What we found is that no one is measuring quality or developmental impact because those metrics don't exist. The central idea Maka is built on is really like a nutrition label for children's content. We know what is in our food because we have standards to measure it. There has been no equivalent for what kids watch — their media diet. How can parents make informed choices? How can anyone make an informed choice without a shared framework for what good actually means?

That is the system we have built: a proprietary AI measurement system grounded in early childhood developmental science that dynamically maps the child's developmental stage with a parent's preferences to surface healthier content.

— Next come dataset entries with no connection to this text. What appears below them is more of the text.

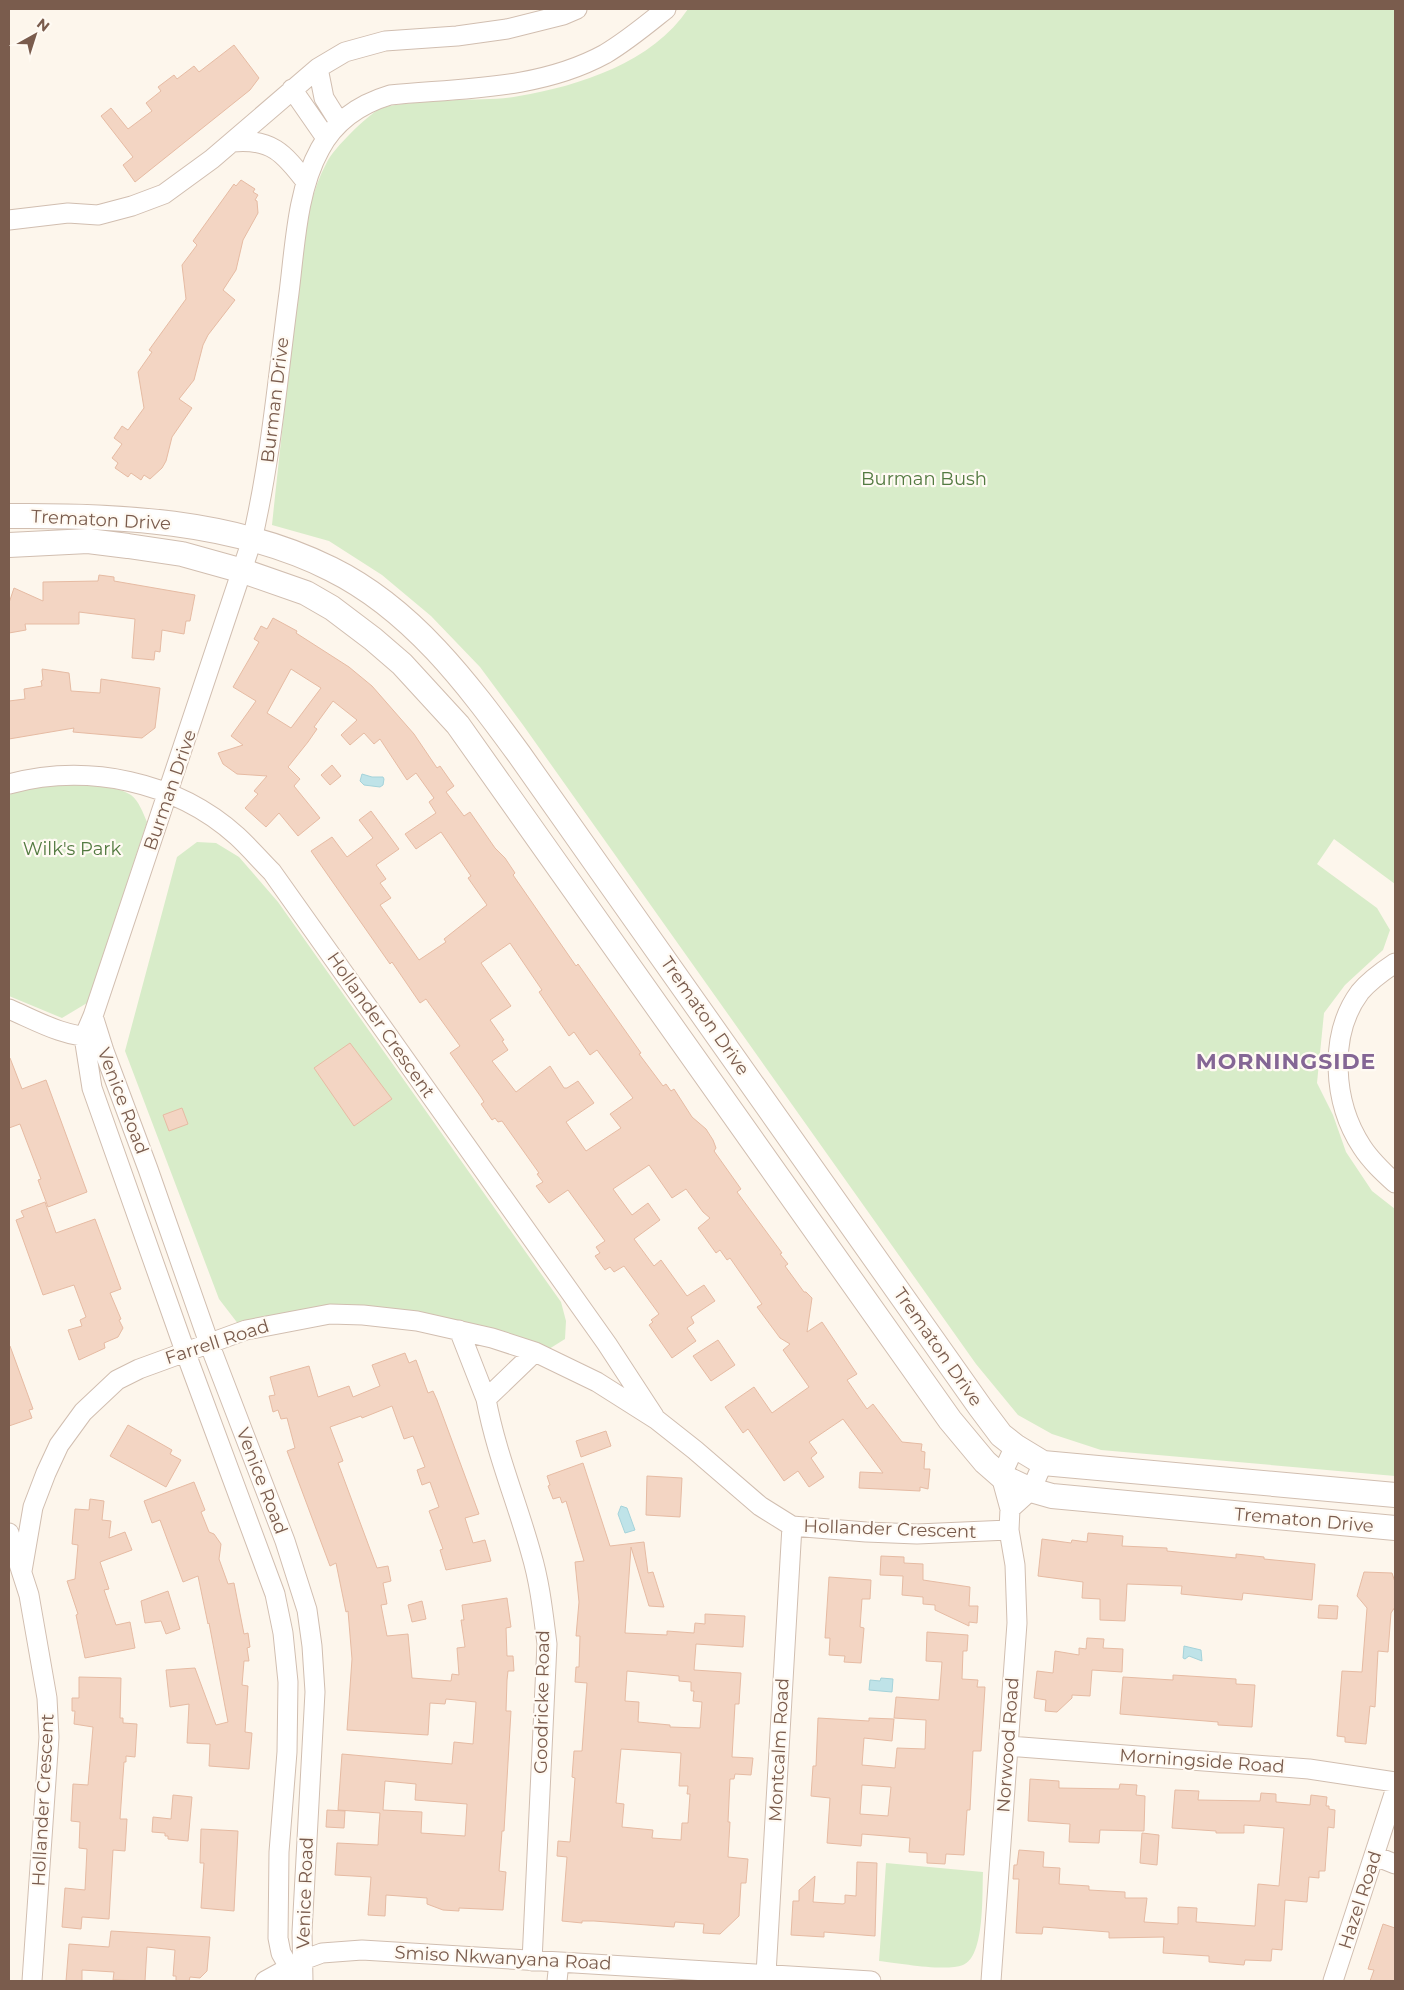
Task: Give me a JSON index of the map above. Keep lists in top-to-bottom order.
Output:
{
  "streets": {
    "street": [
      "Burman Drive",
      "Trematon Drive",
      "Hollander Crescent",
      "Venice Road",
      "Farrell Road",
      "Goodricke Road",
      "Norwood Road",
      "Montcalm Road",
      "Morningside Road",
      "Hazel Road",
      "Smiso Nkwanyana Road"
    ]
  },
  "crossings": [
    ["Burman Drive", "Trematon Drive"],
    ["Burman Drive", "Hollander Crescent"],
    ["Burman Drive", "Venice Road"],
    ["Trematon Drive", "Norwood Road"],
    ["Hollander Crescent", "Farrell Road"],
    ["Hollander Crescent", "Norwood Road"],
    ["Hollander Crescent", "Montcalm Road"],
    ["Venice Road", "Farrell Road"],
    ["Venice Road", "Smiso Nkwanyana Road"],
    ["Farrell Road", "Goodricke Road"],
    ["Goodricke Road", "Smiso Nkwanyana Road"],
    ["Norwood Road", "Morningside Road"],
    ["Montcalm Road", "Smiso Nkwanyana Road"]
  ],
  "districts": ["MORNINGSIDE"],
  "parks": ["Burman Bush", "Wilk's Park"],
  "north": "top right"
}
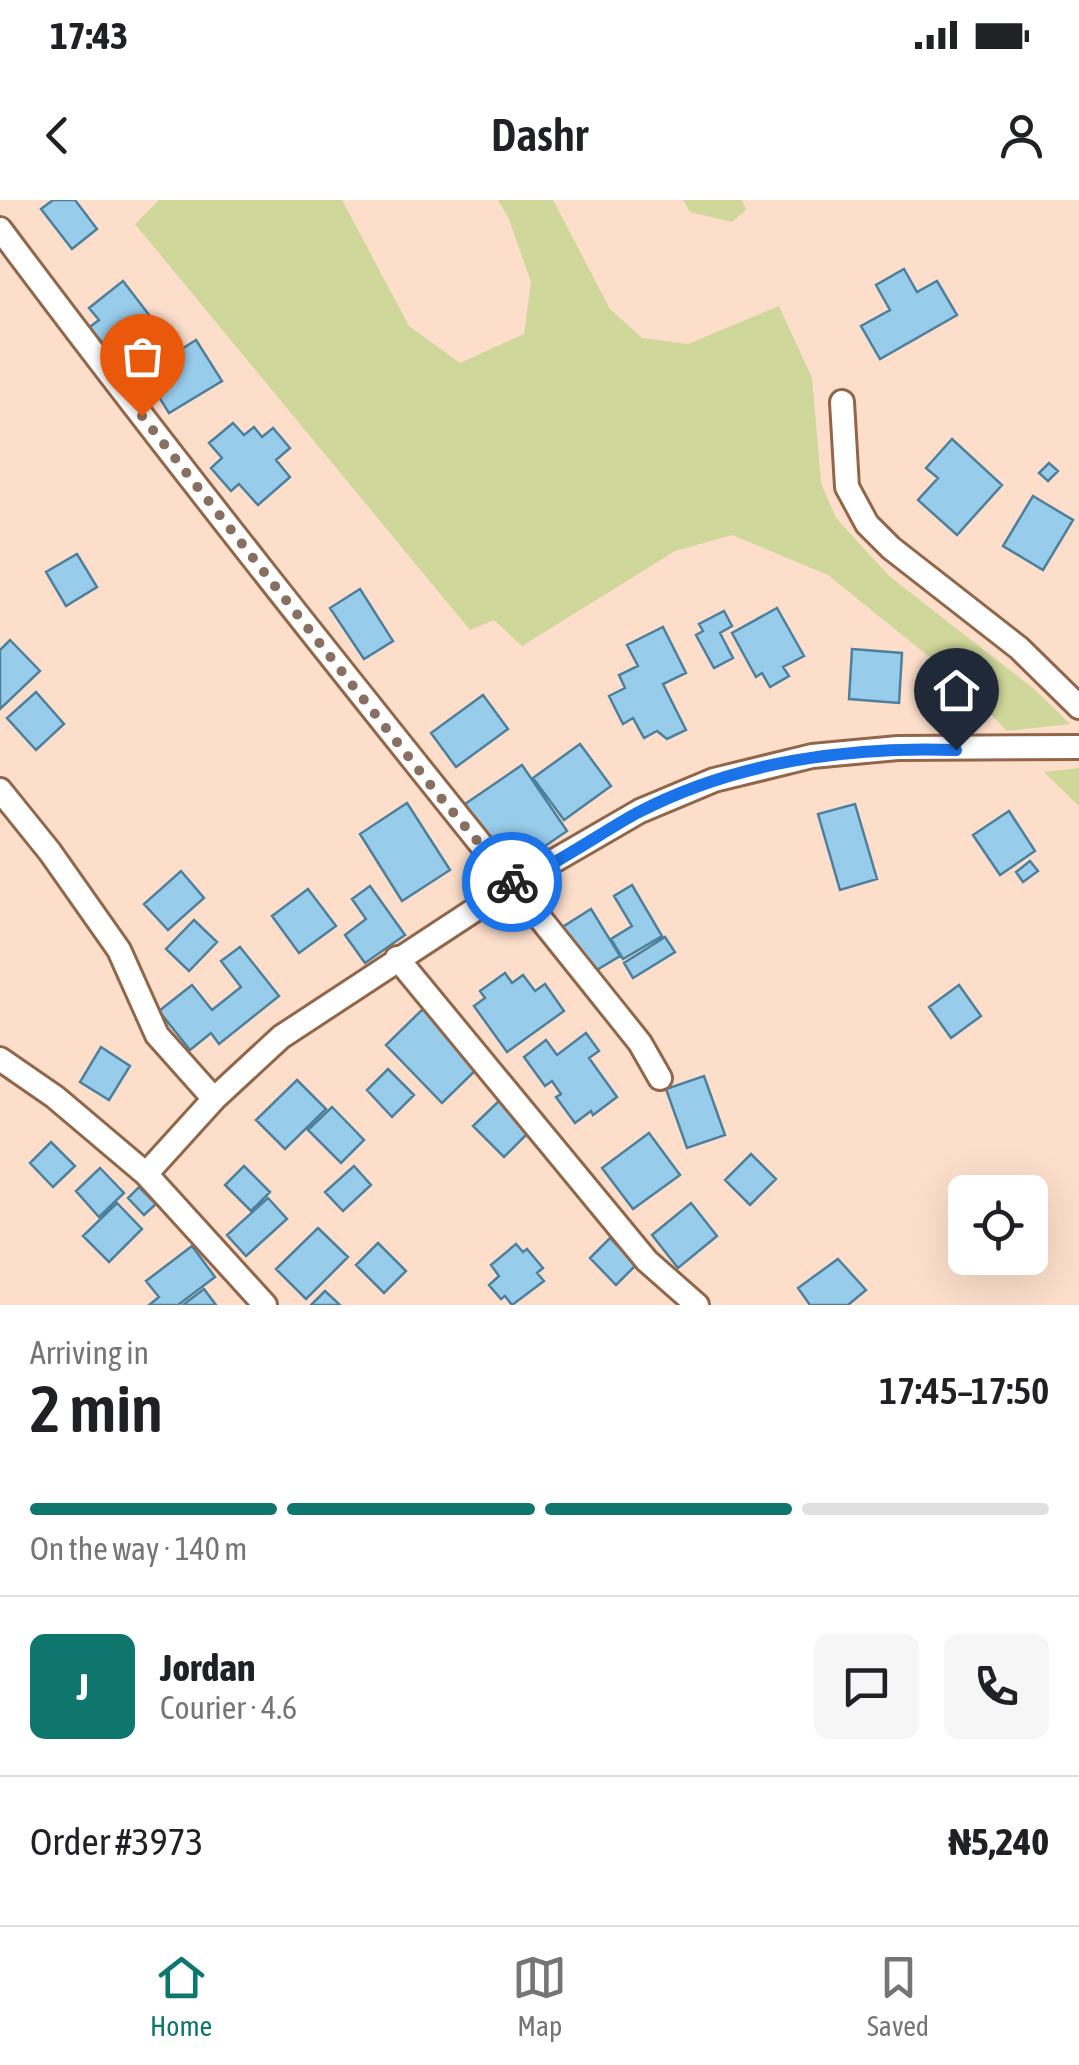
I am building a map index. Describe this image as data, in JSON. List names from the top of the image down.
{
  "page": {
    "status": "17:43",
    "header": "Dashr",
    "heading": ["2 min", "Arriving in", "17:45–17:50"],
    "panel": [
      "Jordan",
      "Courier · 4.6",
      "Order #3973",
      "₦5,240"
    ],
    "bar": "On the way · 140 m",
    "round": "J",
    "tabs": ["Home", "Map", "Saved"]
  }
}
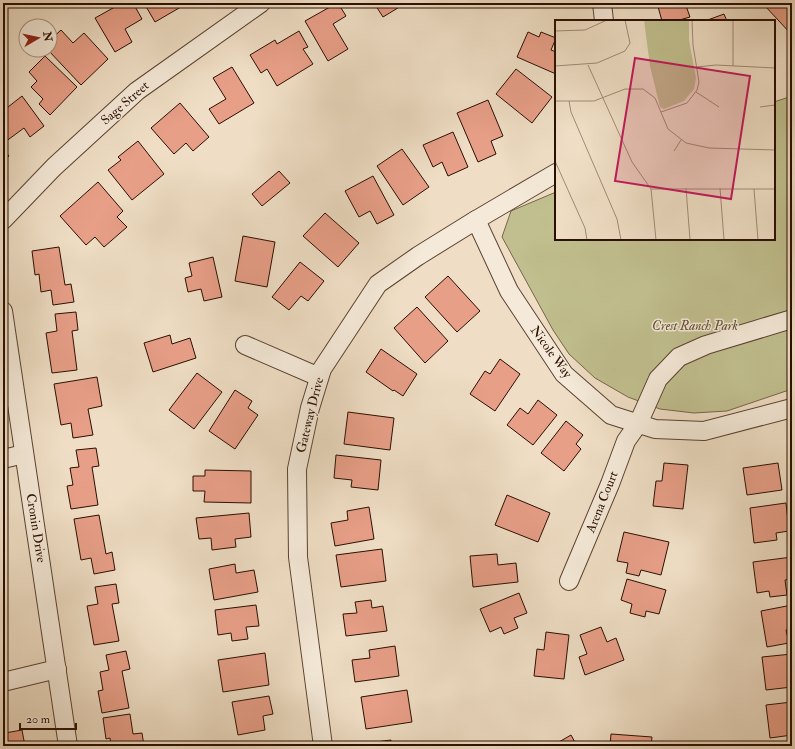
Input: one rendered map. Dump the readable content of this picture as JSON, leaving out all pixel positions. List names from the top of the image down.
{
  "streets": {
    "street": [
      "Sage Street",
      "Nicole Way",
      "Gateway Drive",
      "Arena Court",
      "Cronin Drive"
    ]
  },
  "crossings": [
    ["Nicole Way", "Gateway Drive"],
    ["Nicole Way", "Arena Court"]
  ],
  "parks": ["Crest Ranch Park"],
  "scale_bar": "20 m",
  "north": "right"
}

The outcome we are looking for is to meet children and families where they are, giving them recommendations of content aligned to their developmental trajectory, opening their minds to new ideas, and serving content that can support them in major and minor life events.

Is there an idea you've come across recently that made you think: this could really change things for the better?

What I am most excited about is what AI enables — hyper-personalization — and the idea that a story, along with a caregiver, can be a child's first teacher. We know how deeply we are imprinted by the stories we are exposed to in our youth. We are looking at children zero to six years old. This is really when hundreds of thousands of synapses are firing with everything a child is seeing and engaging with. We have this opportunity to understand where children are in their developmental trajectory and match stories that can not just meet their needs, but actually help them grow in that trajectory — to understand what story can support them, nurture them in this moment, and also guide them toward lifelong success.

I am really excited by the idea that we can hyper-personalize stories to children and to families while also using story to expose children to worlds they might not otherwise have access to.

Is there a question about technology and society that you wish more people were asking?

The question that is top of mind for me is around trade-offs: how do we build scalable ventures, but do so truly with the impact our ventures are having on individuals and systems at the center? We designed Maka as a public benefit corporation because we believe the legal entity should reflect the obligations we have — not just our aspirations for growth.

But I think we should all be asking: do we have the right decision-makers at the helm of the systems we are now building? We are fundamentally reconstructing systems and building new ones. I would love to see a world in which we are holding to account the leaders of those systems to ensure they are actually designed for the wellbeing of all and the interests of those they are designed to serve. As a global community, we can absolutely do more to hold to account the people at the helm of all of these systems that we are now seeing emerge and be reconstructed. The decisions we make today are going to define the future.